On the day Kyrie Irving was cleared to return to practice, Anderson Varejao was lost at least temporarily with a shoulder injury. That’s the way the last six weeks have gone for the Cavaliers. Just as one player steps off the medical carousel, another takes his place.
Irving was cleared to return to practice two weeks after straining his left biceps, but the Cavs are expected to go slow with his return. The initial plan, one league source said, is to hold him out of Wednesday’s game at the Orlando Magic, give him a full week of practice and make sure he’s ready before unleashing him Friday in a huge game with playoff implications against the Atlanta Hawks.
Varejao was diagnosed Monday with a sprained AC (acromioclavicular) joint. He has already been ruled out of Wednesday’s game against the Magic, but that’s it. Varejao was injured late in the second quarter of Sunday’s victory against the Indiana Pacers. The Cavs initially feared the injury could be serious, one source said, but by the end of the night Varejao’s shoulder was already feeling better. Now the team seems relieved they dodged another serious injury to their oft-injured big man. An MRI on Monday revealed the sprain.
In perhaps another sign they don’t believe Varejao’s injury is too serious, the Cavs signed free agent guard Scotty Hopson to a contract for the remainder of this season worth about $1.38 million. He will also receive a non-guaranteed deal for next season worth about $1.44 million.
Hopson is receiving the prorated portion of the team’s $2.5 million room. By overpaying for Hopson now, the Cavs manufactured a large trade bullet to fire this summer.
Hopson’s deal, combined with Alonzo Gee’s non-guaranteed deal for next season and Varejao’s partially guaranteed contract gives the Cavs plenty of trade options. The three deals total about $14 million, of which only a small portion of Varejao’s contract is guaranteed, as the Cavs continue to position themselves for a significant trade this summer.
Hopson was signed using the room mid-level exception, which is a new component to the collective bargaining agreement. The room MLE is only available to teams that spent part of the season below the salary cap.

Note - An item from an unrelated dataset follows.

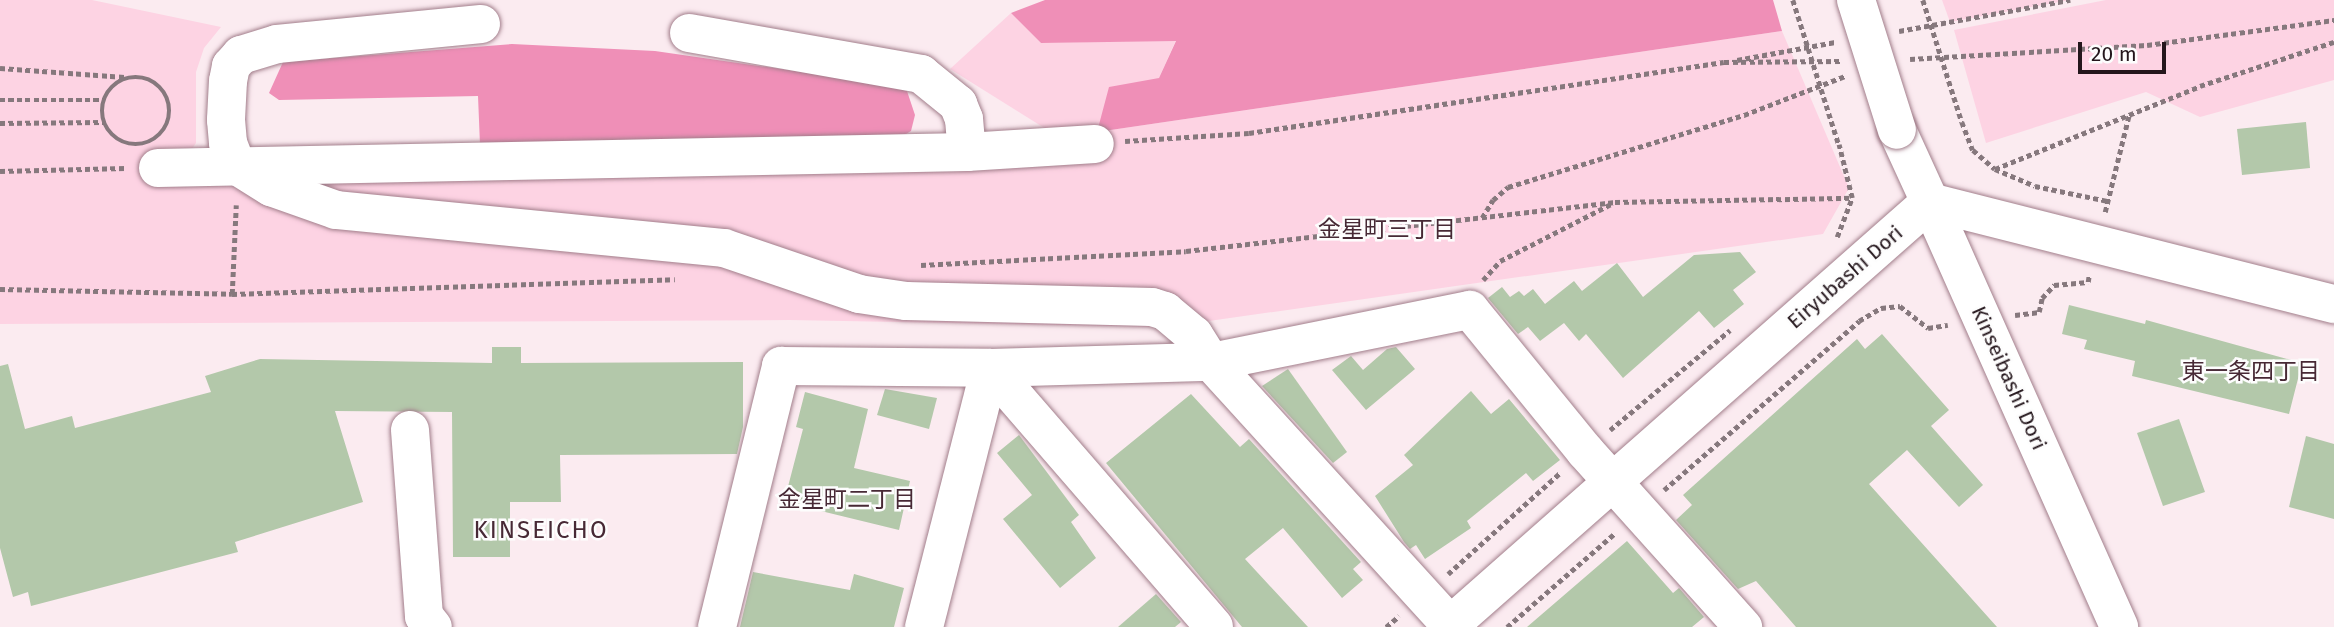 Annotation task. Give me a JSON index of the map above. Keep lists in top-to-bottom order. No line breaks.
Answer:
{"streets":{"street":["Eiryubashi Dori","Kinseibashi Dori"]},"crossings":[["Eiryubashi Dori","Kinseibashi Dori"]],"districts":["金星町三丁目","東一条四丁目","金星町二丁目","KINSEICHO"],"scale_bar":"20 m"} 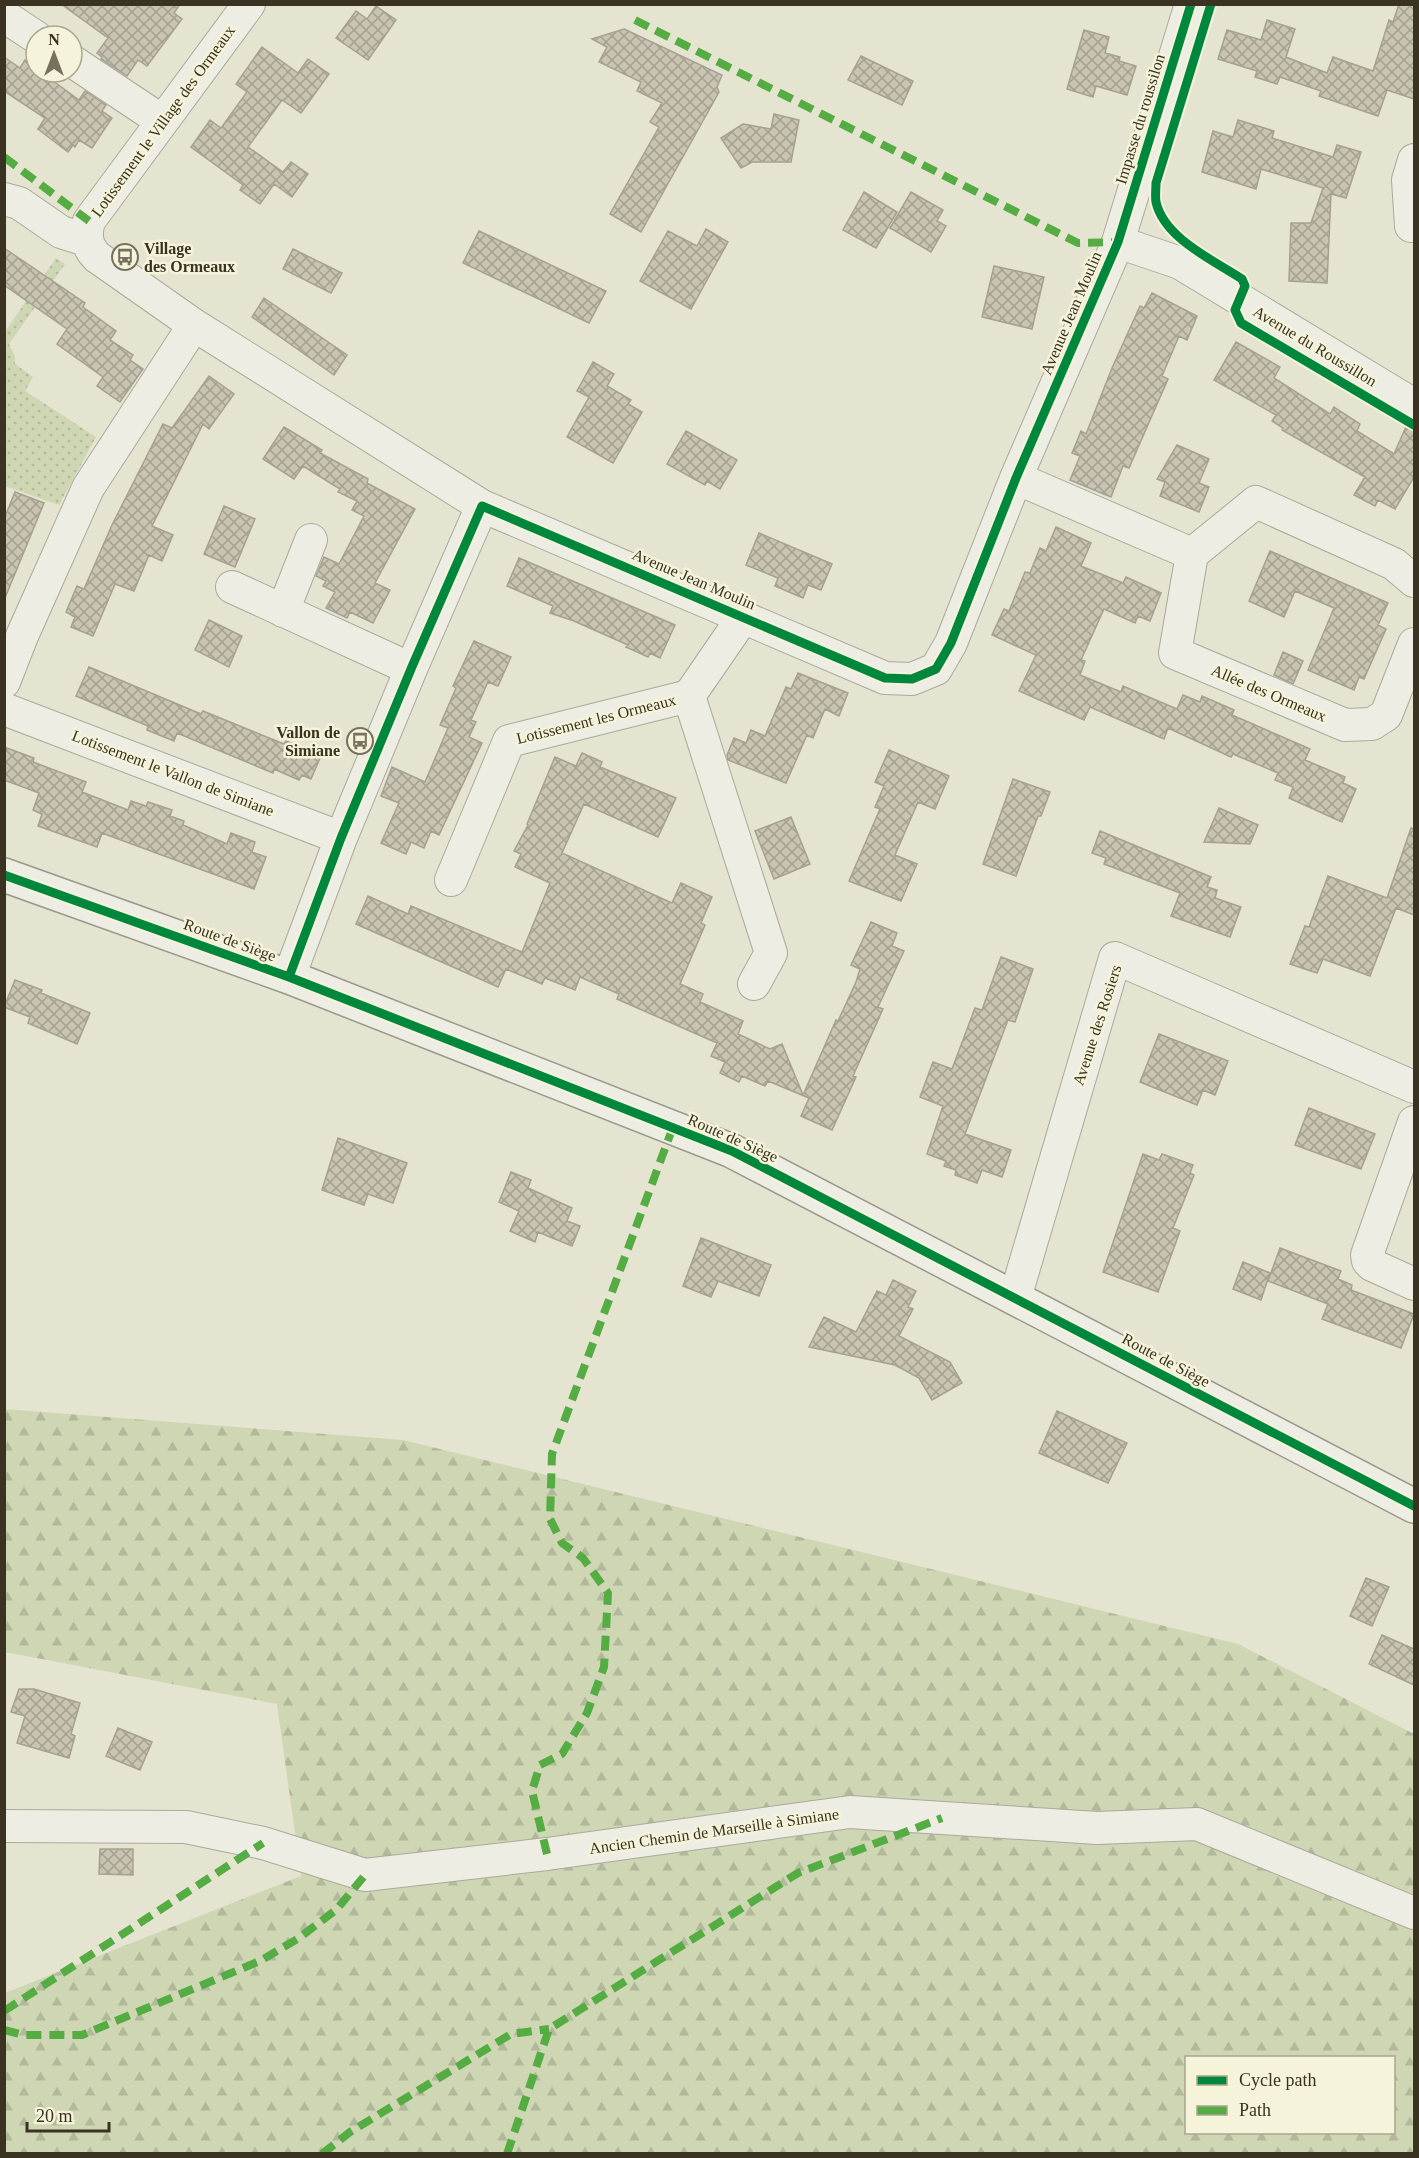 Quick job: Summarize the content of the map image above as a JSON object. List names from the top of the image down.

Hopson, 24, is a 6-foot-7 wing who has never appeared in an NBA game. He went undrafted out of Tennessee in 2011 and has spent the last three seasons playing overseas. He averaged 15.5 points and shot 48 percent on 3-pointers this season for Turkey’s Anadolu Efes in the Euroleague.

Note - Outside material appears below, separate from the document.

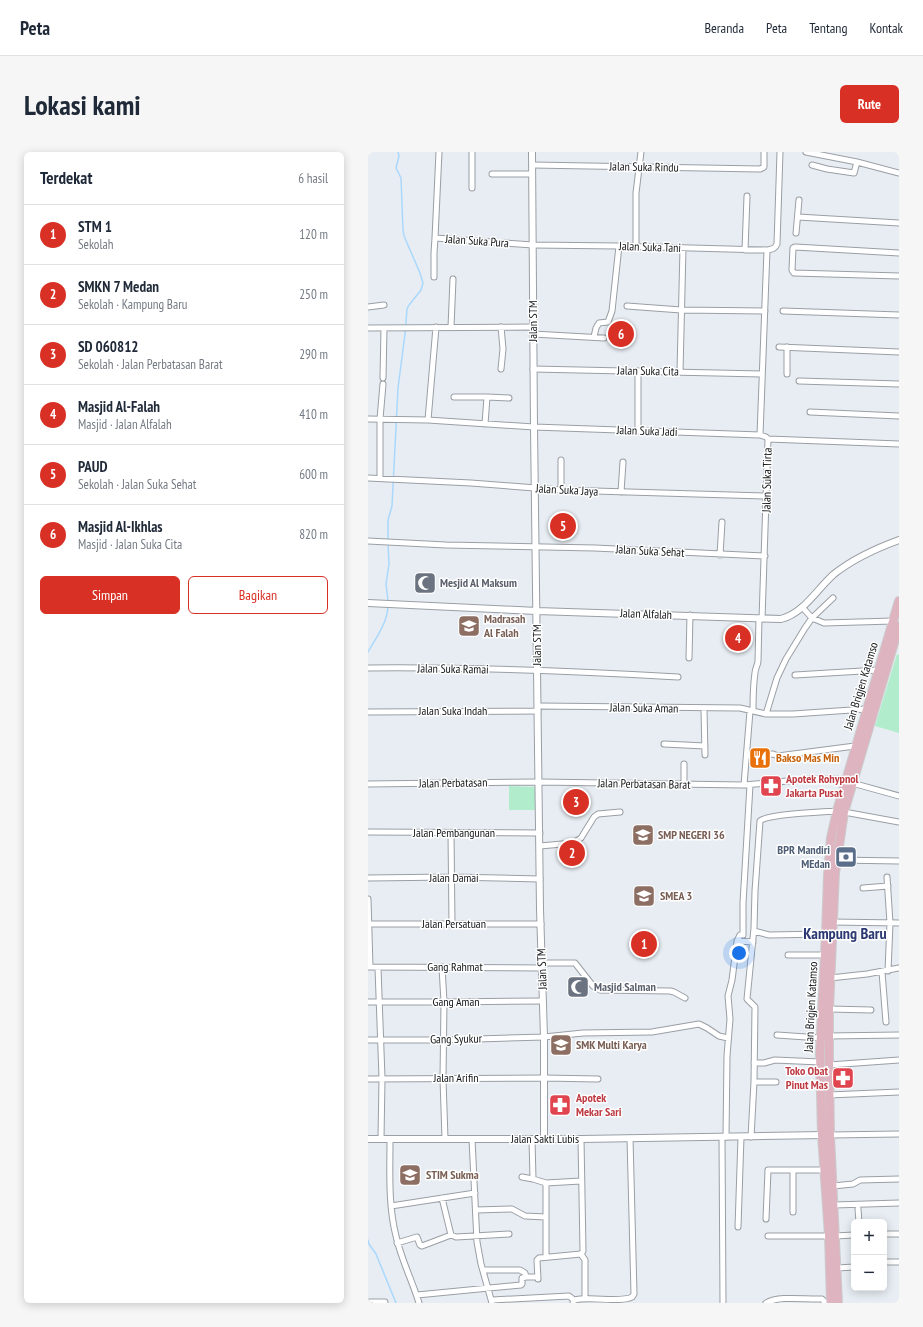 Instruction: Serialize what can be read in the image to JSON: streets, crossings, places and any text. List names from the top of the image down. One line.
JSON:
{"streets":{"main road":["Jalan Brigjen Katamso"],"street":["Jalan Suka Rindu","Jalan Suka Pura","Jalan Suka Tani","Jalan STM","Jalan Suka Cita","Jalan Suka Jadi","Jalan Suka Tirta","Jalan Suka Jaya","Jalan Suka Sehat","Jalan Alfalah","Jalan Suka Ramai","Jalan Suka Aman","Jalan Suka Indah","Jalan Perbatasan","Jalan Perbatasan Barat","Jalan Pembangunan","Jalan Damai","Jalan Persatuan","Gang Rahmat","Gang Aman","Gang Syukur","Jalan Arifin","Jalan Sakti Lubis"]},"crossings":[["Jalan Suka Rindu","Jalan STM"],["Jalan Suka Pura","Jalan Suka Tani"],["Jalan Suka Pura","Jalan STM"],["Jalan Suka Tani","Jalan STM"],["Jalan Suka Tani","Jalan Suka Tirta"],["Jalan STM","Jalan Suka Cita"],["Jalan STM","Jalan Suka Jadi"],["Jalan STM","Jalan Suka Jaya"],["Jalan STM","Jalan Suka Sehat"],["Jalan STM","Jalan Alfalah"],["Jalan STM","Jalan Suka Ramai"],["Jalan STM","Jalan Suka Aman"],["Jalan STM","Jalan Suka Indah"],["Jalan STM","Jalan Perbatasan"],["Jalan STM","Jalan Perbatasan Barat"],["Jalan STM","Jalan Pembangunan"],["Jalan STM","Jalan Damai"],["Jalan STM","Jalan Persatuan"],["Jalan STM","Gang Rahmat"],["Jalan STM","Gang Aman"],["Jalan STM","Gang Syukur"],["Jalan STM","Jalan Arifin"],["Jalan STM","Jalan Sakti Lubis"],["Jalan Suka Cita","Jalan Suka Tirta"],["Jalan Suka Jadi","Jalan Suka Tirta"],["Jalan Suka Tirta","Jalan Suka Jaya"],["Jalan Suka Tirta","Jalan Suka Sehat"],["Jalan Suka Tirta","Jalan Alfalah"],["Jalan Suka Tirta","Jalan Suka Aman"],["Jalan Suka Tirta","Jalan Perbatasan Barat"],["Jalan Brigjen Katamso","Jalan Suka Aman"],["Jalan Brigjen Katamso","Jalan Perbatasan Barat"],["Jalan Brigjen Katamso","Jalan Sakti Lubis"],["Jalan Suka Aman","Jalan Suka Indah"],["Jalan Perbatasan","Jalan Perbatasan Barat"]],"districts":["Kampung Baru"],"places":{"mosque":["Mesjid Al Maksum","Masjid Salman"],"school or university":["Madrasah Al Falah","SMP NEGERI 36","SMEA 3","SMK Multi Karya","STIM Sukma"],"restaurant":["Bakso Mas Min"],"pharmacy":["Apotek Rohypnol Jakarta Pusat","Toko Obat Pinut Mas","Apotek Mekar Sari"],"bank":["BPR Mandiri MEdan"]},"page":{"header":"Peta","nav":["Beranda","Peta","Tentang","Kontak"],"buttons":["Rute",["Simpan","Bagikan"]],"title":"Lokasi kami","heading":["Terdekat","6 hasil"],"list":[{"mark":"1","name":"STM 1","note":"Sekolah","value":"120 m"},{"mark":"2","name":"SMKN 7 Medan","note":"Sekolah · Kampung Baru","value":"250 m"},{"mark":"3","name":"SD 060812","note":"Sekolah · Jalan Perbatasan Barat","value":"290 m"},{"mark":"4","name":"Masjid Al-Falah","note":"Masjid · Jalan Alfalah","value":"410 m"},{"mark":"5","name":"PAUD","note":"Sekolah · Jalan Suka Sehat","value":"600 m"},{"mark":"6","name":"Masjid Al-Ikhlas","note":"Masjid · Jalan Suka Cita","value":"820 m"}],"pins":["6","5","4","3","2","1"],"map_buttons":["+","−"]}}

Hopson gives the Cavs another shooter with size while C.J. Miles continues his slow recovery from an ankle injury. Miles has played less than two minutes since severely spraining his left ankle six weeks ago. Asked if he expects to play again this season, Miles said Sunday, “that’s the plan,” but it’s clear at this point no one expected his recovery to take this long.

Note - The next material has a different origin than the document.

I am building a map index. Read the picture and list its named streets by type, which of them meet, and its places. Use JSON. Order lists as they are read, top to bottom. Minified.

As for Irving, his return should provide an unexpected jolt at the right time. After he was injured in a loss to the Los Angeles Clippers, there was a sense his season could be over. But Irving said last week he was ahead of schedule, the injury wasn’t as severe as feared and he was hopeful he would return this week.
The Cavs were seemingly left for dead after he was injured, particularly after they dropped the first three games without him. But they have persevered to remain alive in this playoff chase and began Monday just 2½ games behind the Hawks for the final playoff spot. The Hawks faced the Philadelphia 76ers on Monday.
“We’ve had guys in and out the whole year and our guys just figure out a way,” Mike Brown said. “Every time we step on the court, we play a little better. Our guys keep fighting.”